Une ambition illustrée par le projet porté par l’indien Essar Biofuels (India) Limited, qui prévoit un investissement d’environ 𝟕𝟓 𝐦𝐢𝐥𝐥𝐢𝐨𝐧𝐬 𝐝𝐞 𝐝𝐨𝐥𝐥𝐚𝐫𝐬 (𝐩𝐫è𝐬 𝐝𝐞 𝟒𝟓 𝐦𝐢𝐥𝐥𝐢𝐚𝐫𝐝𝐬 𝐅𝐂𝐅𝐀) dans la valorisation industrielle des coques de noix de cajou.
Une nouvelle étape a été franchie ce vendredi 11 septembre 2026 avec la signature, dans les locaux du Le Conseil Coton, Anacarde et Karité (CCAK), d’un mémorandum d’entente entre le CCAK, le CEPICI et Essar Biofuels. L’accord vise à créer un cadre de collaboration pour accompagner la concrétisation du projet et son intégration dans l’écosystème ivoirien.
L’enjeu dépasse le seul montant annoncé. Il s’agit de transformer les coques de noix de cajou, mais aussi le CNSL en Cardanol, un produit très demandé sur le marché international, avec à la clé davantage de valeur ajoutée locale, d’emplois et de débouchés industriels, tout en accumulant des crédits carbone.
Pour la Côte d’Ivoire, premier producteur mondial de noix de cajou, cette orientation participe d’une stratégie visant à construire des chaînes de valeur plus intégrées, capables de valoriser non seulement l’amande, mais également les différentes composantes de la noix.
« Le CEPICI cible de plus en plus les investissements capables de créer davantage de valeur en Côte d’Ivoire », souligne sa Directrice Générale, Mme Solange Amichia, qui cite notamment la transformation locale des matières premières et des sous-produits comme le manioc, les coques d’anacarde ou encore les graines d'hévéa, pour produire du bio-éthanol et d'autres produits dérivés.
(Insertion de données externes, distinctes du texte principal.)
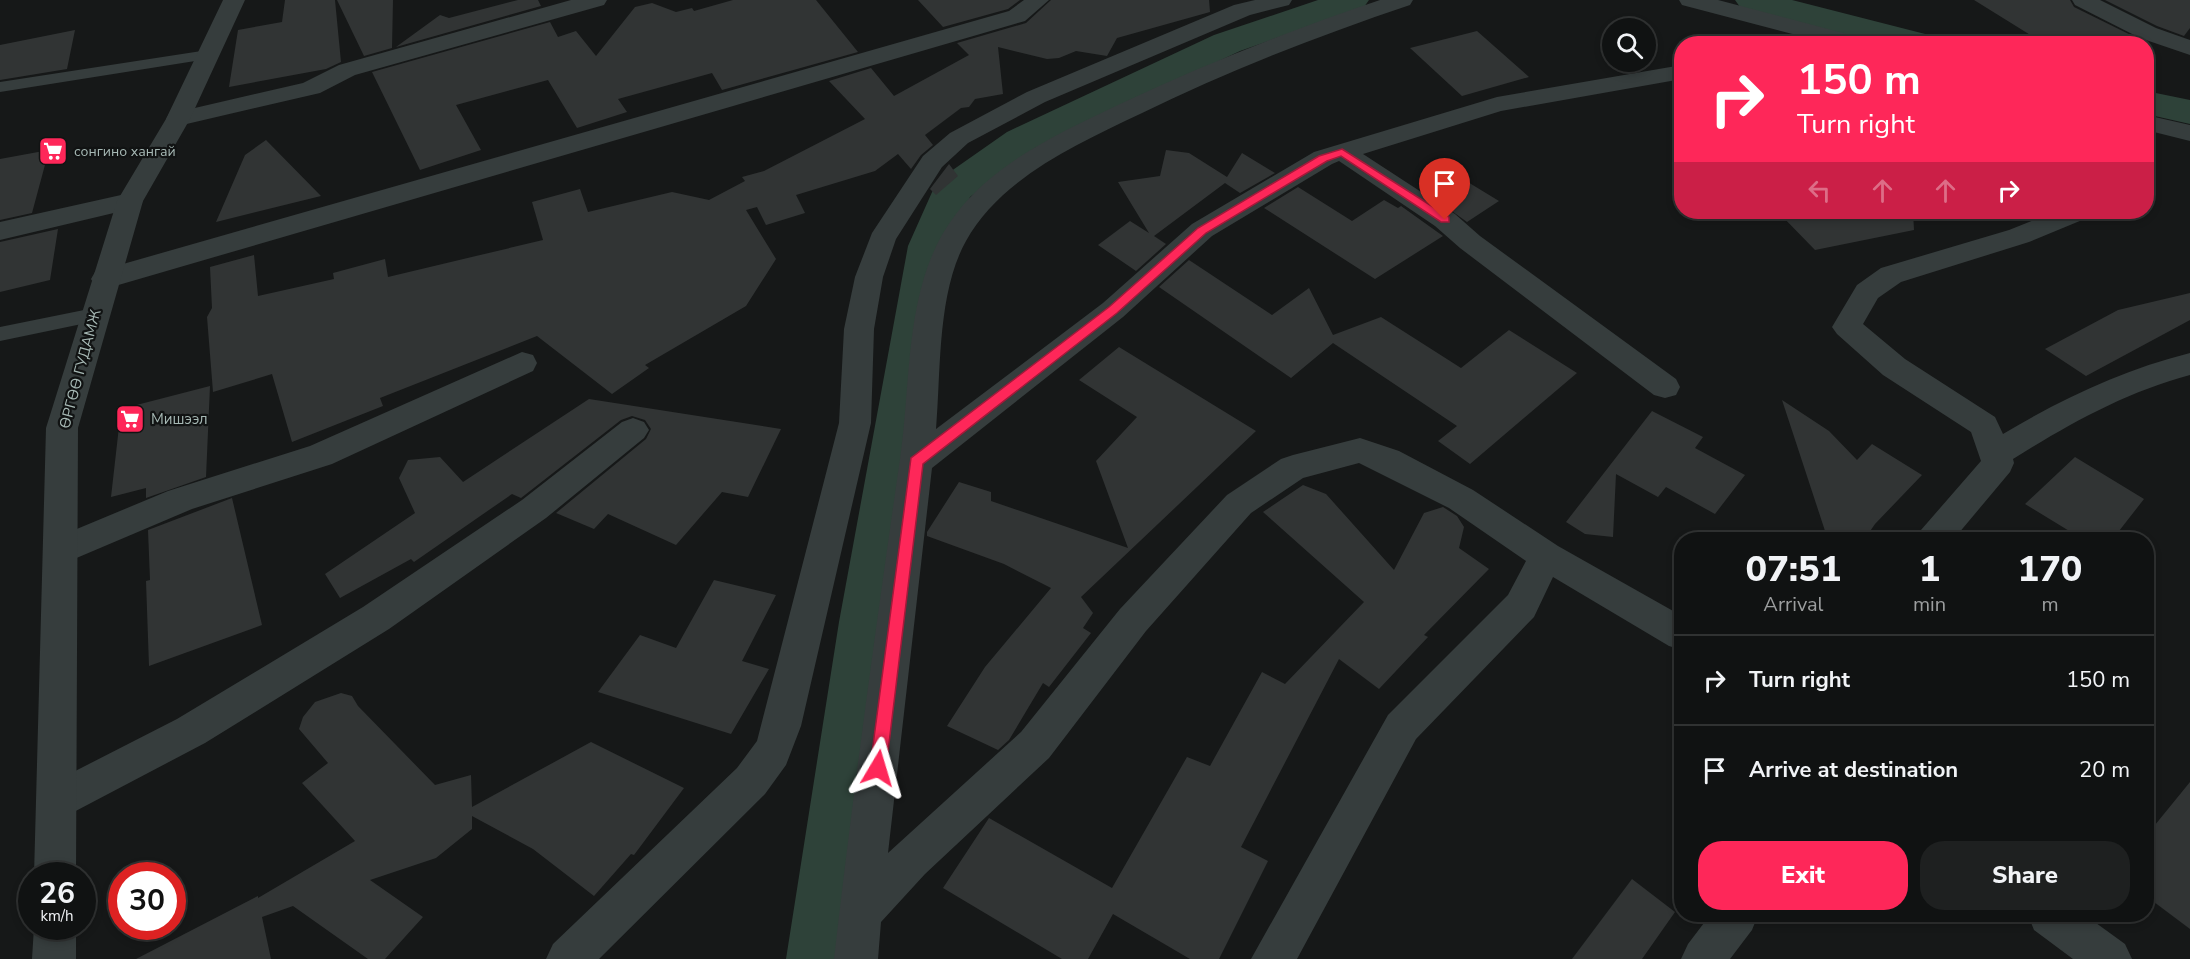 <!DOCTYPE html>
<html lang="en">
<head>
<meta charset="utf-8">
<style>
	:root { --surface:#101212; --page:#1e2020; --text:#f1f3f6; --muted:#9c9e9f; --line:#303232; --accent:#fe2759 }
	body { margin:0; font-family:"Nunito Sans",sans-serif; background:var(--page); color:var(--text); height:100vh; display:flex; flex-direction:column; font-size:22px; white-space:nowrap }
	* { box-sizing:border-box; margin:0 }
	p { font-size:20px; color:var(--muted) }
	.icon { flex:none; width:33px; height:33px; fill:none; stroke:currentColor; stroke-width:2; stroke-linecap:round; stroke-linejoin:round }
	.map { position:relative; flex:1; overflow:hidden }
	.sheet { position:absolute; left:1674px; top:532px; width:480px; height:390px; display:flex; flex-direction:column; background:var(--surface); border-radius:24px; box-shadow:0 3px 9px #0003,0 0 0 2px var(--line) }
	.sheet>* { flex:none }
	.hud { position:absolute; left:1674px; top:36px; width:480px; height:183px; border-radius:24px; box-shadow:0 3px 9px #0003,0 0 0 2px var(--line); background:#fe2759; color:#fff; overflow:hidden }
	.fabs { position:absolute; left:1602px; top:18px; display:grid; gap:12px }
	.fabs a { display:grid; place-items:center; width:54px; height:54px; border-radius:50%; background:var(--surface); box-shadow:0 3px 9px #0003,0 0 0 2px var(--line); font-size:30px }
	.speed { position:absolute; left:18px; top:862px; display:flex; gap:12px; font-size:30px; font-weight:700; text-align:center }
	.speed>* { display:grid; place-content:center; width:78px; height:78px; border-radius:50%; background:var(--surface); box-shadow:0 3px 9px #0003,0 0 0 2px var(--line); line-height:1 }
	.speed small { font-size:15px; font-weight:400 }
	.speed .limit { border:9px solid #d22; background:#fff; color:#111 }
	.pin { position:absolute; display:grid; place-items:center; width:51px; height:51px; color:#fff; margin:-62px -26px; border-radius:50% 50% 50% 0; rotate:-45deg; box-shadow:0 0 6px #0007 }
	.pin .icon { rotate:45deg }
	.me { position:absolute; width:66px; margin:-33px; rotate:7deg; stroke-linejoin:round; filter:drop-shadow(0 0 4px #0008) }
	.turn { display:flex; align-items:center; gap:21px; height:126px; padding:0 24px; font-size:27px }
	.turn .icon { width:78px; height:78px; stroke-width:2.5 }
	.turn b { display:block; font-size:42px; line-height:51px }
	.lanes { display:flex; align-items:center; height:57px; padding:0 24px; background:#0003; justify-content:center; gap:30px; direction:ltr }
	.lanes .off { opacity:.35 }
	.eta { display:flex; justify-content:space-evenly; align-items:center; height:102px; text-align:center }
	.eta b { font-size:36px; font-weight:800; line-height:42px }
	.action { display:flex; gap:12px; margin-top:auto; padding:12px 24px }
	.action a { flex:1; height:69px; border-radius:24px; background:var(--accent); color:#fff; font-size:24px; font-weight:800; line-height:69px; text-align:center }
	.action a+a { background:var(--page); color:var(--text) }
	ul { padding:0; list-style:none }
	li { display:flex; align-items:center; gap:18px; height:90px; padding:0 24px; border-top:2px solid var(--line) }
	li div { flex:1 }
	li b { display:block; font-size:22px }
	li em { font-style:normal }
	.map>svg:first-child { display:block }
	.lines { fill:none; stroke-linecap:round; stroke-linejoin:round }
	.canal { fill:#2e4239; fill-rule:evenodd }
	.building { fill:#313434 }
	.service { fill:#363d3d; fill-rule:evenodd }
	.minor { fill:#363d3d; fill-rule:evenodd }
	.tertiary { fill:#363d3d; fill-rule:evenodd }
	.route { fill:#fe2759; stroke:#a5193a; stroke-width:1.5 }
	.labels { text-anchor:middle; stroke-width:4.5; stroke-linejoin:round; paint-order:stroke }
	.far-poi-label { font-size:14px; fill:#a7b9b5; stroke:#111313; text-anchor:start }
	.street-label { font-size:15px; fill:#a7b9b5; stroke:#111313 }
	.poi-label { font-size:15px; fill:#a7b9b5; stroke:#111313; text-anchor:start }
</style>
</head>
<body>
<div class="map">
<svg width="2190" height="959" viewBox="0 0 2190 959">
	<rect width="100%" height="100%" fill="#161818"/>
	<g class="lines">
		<!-- canal -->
		<path class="canal" d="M 1318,0 L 1369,0 L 1364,7 L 1240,51 L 1035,148 L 970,197 L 950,246 L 895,622 L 854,959 L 786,959 L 839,622 L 908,246 L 937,181 L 1007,132 L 1214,35 Z
			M 1735,0 L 1792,0 L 1933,36 L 1938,44 L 1877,44 L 1740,7 Z
			M 2146,91 L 2190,100 L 2190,124 L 2146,114 Z"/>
	</g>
	<!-- building -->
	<path class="building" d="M 285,0 L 335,0 L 341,62 L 326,69 L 229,87 L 238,30 L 282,22 Z
		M 337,0 L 393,0 L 392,48 L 364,56 Z
		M 518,0 L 538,0 L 541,6 L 396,47 L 440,15 L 449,18 Z
		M 733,0 L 816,0 L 858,52 L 722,90 L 712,73 L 618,99 L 627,112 L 577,128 L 548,80 L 456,105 L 481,150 L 420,170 L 372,72 L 550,22 L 558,37 L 576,31 L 596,56 L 635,7 L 652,3 L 676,12 L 692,8 L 694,11 Z
		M 918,0 L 1020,0 L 1008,9 L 943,27 Z
		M 1051,0 L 1209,0 L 1210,12 L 1117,38 L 1107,56 L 1076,51 L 1059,58 L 1047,59 L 998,47 L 1003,94 L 975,99 L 969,107 L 961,108 L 925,135 L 933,145 L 921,155 L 911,169 L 898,154 L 875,171 L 796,195 L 805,213 L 766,225 L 757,207 L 746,210 L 776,259 L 746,306 L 645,365 L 649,368 L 612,394 L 537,336 L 380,398 L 383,406 L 292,442 L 272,374 L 213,392 L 207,317 L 212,308 L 210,267 L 254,255 L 258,296 L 334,279 L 333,273 L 385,259 L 388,277 L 543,240 L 532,202 L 580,189 L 588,212 L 672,192 L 709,200 L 745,181 L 742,177 L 764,171 L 865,119 L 829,81 L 871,68 L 894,96 L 969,55 L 957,43 L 1026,23 Z
		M 1974,0 L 2070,0 L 2074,7 L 2149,44 L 2045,44 Z
		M 2105,0 L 2190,0 L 2190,28 L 2184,36 L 2157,26 Z
		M 75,30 L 67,69 L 0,80 L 0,45 Z
		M 1477,31 L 1529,77 L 1462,96 L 1410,48 Z
		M 266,140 L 321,196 L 216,222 L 245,155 Z
		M 49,150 L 32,213 L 0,220 L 0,159 Z
		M 1166,150 L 1189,153 L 1227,177 L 1242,153 L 1275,173 L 1240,193 L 1225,183 L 1154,236 L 1166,244 L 1136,271 L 1098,245 L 1130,221 L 1149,233 L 1118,182 L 1160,176 Z
		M 949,164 L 958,176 L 936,195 L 930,189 Z
		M 1453,173 L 1499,201 L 1467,222 L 1424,191 Z
		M 1298,187 L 1352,221 L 1384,200 L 1398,208 L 1401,206 L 1443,236 L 1375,279 L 1264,208 Z
		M 1778,212 L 1913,212 L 1914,230 L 1815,250 Z
		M 58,229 L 50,280 L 0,292 L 0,242 Z
		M 1189,260 L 1272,315 L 1309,288 L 1333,335 L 1381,317 L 1461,368 L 1509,330 L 1577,373 L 1470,464 L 1438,441 L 1457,426 L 1333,343 L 1291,378 L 1159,287 Z
		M 2190,293 L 2190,320 L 2086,376 L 2045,349 L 2118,310 Z
		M 1119,347 L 1256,431 L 1081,597 L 1093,613 L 1083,628 L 1091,633 L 1049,687 L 1043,683 L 1009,740 L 998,750 L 947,726 L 985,667 L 1051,588 L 1004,564 L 927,536 L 927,532 L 959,482 L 991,492 L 991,501 L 1128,548 L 1096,461 L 1137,417 L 1079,380 Z
		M 210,386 L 206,477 L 146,498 L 146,488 L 111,497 L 121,409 Z
		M 589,399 L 781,429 L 748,497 L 722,492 L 676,545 L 608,514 L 594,529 L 556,513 L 646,439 L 651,429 L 645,420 L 632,416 L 621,420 L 521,498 L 512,494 L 414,562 L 411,559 L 340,598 L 325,574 L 415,513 L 399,478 L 408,460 L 440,457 L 463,482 Z
		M 1782,400 L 1829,431 L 1857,460 L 1872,444 L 1922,475 L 1875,524 L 1864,540 L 1828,540 Z
		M 1652,411 L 1703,437 L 1695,448 L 1745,475 L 1715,514 L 1666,487 L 1658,497 L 1616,474 L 1613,537 L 1585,534 L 1566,522 Z
		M 2075,457 L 2144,499 L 2112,540 L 2084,540 L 2025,504 Z
		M 1303,485 L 1326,494 L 1394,570 L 1424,513 L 1443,507 L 1457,516 L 1464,527 L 1459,548 L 1489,569 L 1424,635 L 1428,637 L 1379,689 L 1339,659 L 1241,847 L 1268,861 L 1219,959 L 1190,959 L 1113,914 L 1088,959 L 1062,959 L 943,888 L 989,818 L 1112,888 L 1187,757 L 1210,766 L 1262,672 L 1285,684 L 1364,602 L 1263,512 Z
		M 232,498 L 262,625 L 149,666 L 146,581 L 150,580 L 148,530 Z
		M 714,580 L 776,595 L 742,661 L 769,669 L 731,734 L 598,692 L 640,635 L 676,648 Z
		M 341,693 L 352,696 L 358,706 L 435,785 L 471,775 L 472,807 L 591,742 L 684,788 L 634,855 L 631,854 L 594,896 L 533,849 L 472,816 L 472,829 L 436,858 L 370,880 L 423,917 L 385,959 L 368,959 L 293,906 L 262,917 L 271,959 L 136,959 L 258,896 L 258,898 L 355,841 L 302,783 L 328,763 L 299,729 L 303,717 L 315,702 Z
		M 2190,782 L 2190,929 L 2146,896 L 2146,836 Z
		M 1632,879 L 1675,912 L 1642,959 L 1572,959 Z"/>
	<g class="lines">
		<!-- service -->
		<path class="service" d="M 208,50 L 214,52 L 216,55 L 214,58 L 0,92 L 0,82 Z
			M 94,308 L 101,310 L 104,315 L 101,320 L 0,341 L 0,327 Z"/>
		<!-- minor -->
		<path class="minor" d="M 571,0 L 607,0 L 604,5 L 355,75 L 320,93 L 178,126 L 169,124 L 166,119 L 169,114 L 303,83 L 339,65 Z
			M 1024,0 L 1049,0 L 1025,21 L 115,286 L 105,289 L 95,286 L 91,279 L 95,272 L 1009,11 Z
			M 1255,0 L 1292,0 L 1289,5 L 1250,15 L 1045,102 L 968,143 L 942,167 L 896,239 L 883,277 L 874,329 L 871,423 L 801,726 L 786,765 L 765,794 L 599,959 L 546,959 L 553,944 L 737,768 L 757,741 L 839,423 L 844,329 L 855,277 L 872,233 L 923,156 L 950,133 L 1027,92 L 1234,5 Z
			M 1380,0 L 1413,0 L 1410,5 C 1318,36 1227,71 1140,114 C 1077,144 1001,178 966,241 C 937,293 941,371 936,429 L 1103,303 L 1192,224 L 1314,152 L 1497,97 L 1682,65 L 1682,79 L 1501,111 L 1363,154 L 1455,214 L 1480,236 L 1676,379 L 1680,387 L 1676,395 L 1665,398 L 1654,395 L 1460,248 L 1435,226 L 1339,161 L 1332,164 L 1212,236 L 1123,317 L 932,468 L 888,853 L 1021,732 L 1120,609 L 1227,495 L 1281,459 L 1293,455 L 1360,438 L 1399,451 L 1473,490 L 1558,546 L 1682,616 L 1682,650 L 1669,646 L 1553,577 L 1534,617 L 1416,739 L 1297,959 L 1251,959 L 1388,715 L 1508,595 L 1526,561 L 1449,508 L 1359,463 L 1303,478 L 1251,513 L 1146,631 L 1049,758 L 925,874 L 881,922 L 878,959 L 834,959 C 853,793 876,625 900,459 C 912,379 903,282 956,214 C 996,161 1062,132 1120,104 C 1205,64 1291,30 1380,0 Z
			M 1679,0 L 1718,0 L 1866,39 L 1869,44 L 1831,44 L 1682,5 Z
			M 2072,0 L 2100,0 L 2156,28 L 2190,40 L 2190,55 L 2140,38 L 2075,5 Z
			M 2146,115 L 2190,125 L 2190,141 L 2146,130 Z
			M 130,193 L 139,195 L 143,201 L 139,207 L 0,240 L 0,222 Z
			M 2054,212 L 2091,212 L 2087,218 L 2029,242 L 1901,282 L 1878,298 L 1863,324 L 1905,359 L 1995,417 L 2003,434 C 2063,398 2123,370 2190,353 L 2190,375 C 2126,392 2069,424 2013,459 L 2014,463 L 2010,472 L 1953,540 L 1916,540 L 1921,530 L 1981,461 L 1971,432 L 1883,375 L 1837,334 L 1832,327 L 1857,285 L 1881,268 L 2009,230 Z
			M 522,352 L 533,355 L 537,363 L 533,371 L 332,464 L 192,509 L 60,565 L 48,561 L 43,551 L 48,541 L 168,491 L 310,446 Z
			M 633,418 L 644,422 L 649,430 L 644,438 L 546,518 L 389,629 L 205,743 L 70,814 L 56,820 L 42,814 L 36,801 L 42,788 L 177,719 L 363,607 L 522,500 L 622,422 Z
			M 1710,915 L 1758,915 L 1752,930 L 1730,959 L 1681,959 L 1688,944 Z
			M 2028,915 L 2085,915 L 2125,944 L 2132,959 L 2073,959 L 2034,930 Z"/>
		<!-- tertiary -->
		<path class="tertiary" d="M 223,0 L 245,0 L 190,119 L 143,201 L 78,428 L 76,876 L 34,876 L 46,428 L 117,201 L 166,119 Z
			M 34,927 L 76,927 L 76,959 L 32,959 Z"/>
	</g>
	<!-- route -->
	<path class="route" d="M 1342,149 L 1449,217 L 1449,222 L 1441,222 L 1341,156 L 1327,161 L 1206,233 L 1117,313 L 923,464 L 886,768 L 884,774 L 878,776 L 872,774 L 870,768 L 911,458 L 1109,307 L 1198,228 L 1319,156 Z"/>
	<!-- icons -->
	<defs>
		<g id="supermarket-square" transform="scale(1.5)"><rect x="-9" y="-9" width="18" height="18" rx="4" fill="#fe2759" stroke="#111313"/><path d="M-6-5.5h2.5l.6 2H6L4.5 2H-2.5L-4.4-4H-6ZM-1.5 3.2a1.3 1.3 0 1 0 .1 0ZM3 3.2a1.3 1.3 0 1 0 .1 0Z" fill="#fff"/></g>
	</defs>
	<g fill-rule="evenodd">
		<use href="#supermarket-square" x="53" y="151"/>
		<use href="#supermarket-square" x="130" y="419"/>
	</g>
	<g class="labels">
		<!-- far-poi labels -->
		<g class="far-poi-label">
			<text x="74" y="156">сонгино хангай</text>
		</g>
		<!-- street labels -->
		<g class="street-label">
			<text transform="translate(80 369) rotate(-75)" y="5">ӨРГӨӨ ГУДАМЖ</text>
		</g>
		<!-- poi labels -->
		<g class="poi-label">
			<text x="151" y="424">Мишээл</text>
		</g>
	</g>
</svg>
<div class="fabs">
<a><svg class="icon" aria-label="search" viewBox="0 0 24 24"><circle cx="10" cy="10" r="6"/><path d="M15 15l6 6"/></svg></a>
</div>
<div class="speed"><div>26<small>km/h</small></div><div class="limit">30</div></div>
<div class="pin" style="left:1445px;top:220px;background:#d93025"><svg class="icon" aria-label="arrive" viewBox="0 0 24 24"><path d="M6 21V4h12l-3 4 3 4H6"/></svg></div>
<svg class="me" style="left:878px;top:768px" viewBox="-20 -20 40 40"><path d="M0-17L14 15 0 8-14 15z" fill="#fe2759" stroke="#fff" stroke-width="4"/></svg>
<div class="hud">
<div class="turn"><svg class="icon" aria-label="right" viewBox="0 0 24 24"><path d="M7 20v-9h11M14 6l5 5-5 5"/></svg><div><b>150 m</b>Turn right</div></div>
<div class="lanes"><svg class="icon off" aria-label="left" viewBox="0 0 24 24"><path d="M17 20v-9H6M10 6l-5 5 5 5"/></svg><svg class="icon off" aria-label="ahead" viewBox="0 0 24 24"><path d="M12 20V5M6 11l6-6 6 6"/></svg><svg class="icon off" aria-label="ahead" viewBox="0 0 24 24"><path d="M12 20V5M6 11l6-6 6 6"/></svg><svg class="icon" aria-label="right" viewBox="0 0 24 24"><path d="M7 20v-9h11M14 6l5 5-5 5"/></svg></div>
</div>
<section class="sheet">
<div class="eta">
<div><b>07:51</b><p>Arrival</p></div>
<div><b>1</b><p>min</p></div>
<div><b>170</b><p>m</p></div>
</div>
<ul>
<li><svg class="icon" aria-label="right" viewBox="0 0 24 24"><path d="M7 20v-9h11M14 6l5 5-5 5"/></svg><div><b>Turn right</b></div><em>150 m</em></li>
<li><svg class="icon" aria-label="arrive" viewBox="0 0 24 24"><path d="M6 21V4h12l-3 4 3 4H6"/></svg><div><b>Arrive at destination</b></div><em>20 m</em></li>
</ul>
<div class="action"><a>Exit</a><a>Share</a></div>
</section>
</div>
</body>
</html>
Dans le cadre du partenariat avec Essar Biofuels, un groupe de travail sera mis en place pour exécuter un plan d’action et assurer le suivi du projet. Le CEPICI facilitera les démarches administratives et juridiques, pour accompagner la création de l’entité ivoirienne, orienter l’investisseur vers les dispositifs d’incitation du Code des investissements et favoriser les mises en relations avec les acteurs locaux.
Le CCAK apportera, pour sa part, son expertise sur l’accès à la matière première, la valorisation des coques et les relations avec les différents acteurs de la filière.
À travers ce projet, le CEPICI entend ainsi privilégier une logique de captation de valeur, afin que les capitaux mobilisés contribuent davantage à la production locale et au développement de nouvelles chaînes industrielles.
Le projet Essar Biofuels constitue, à ce titre, un cas concret d’une nouvelle équation d’investissement. Celui de transformer un résidu agricole en ressource industrielle et une intention d’investissement en activité économique durable.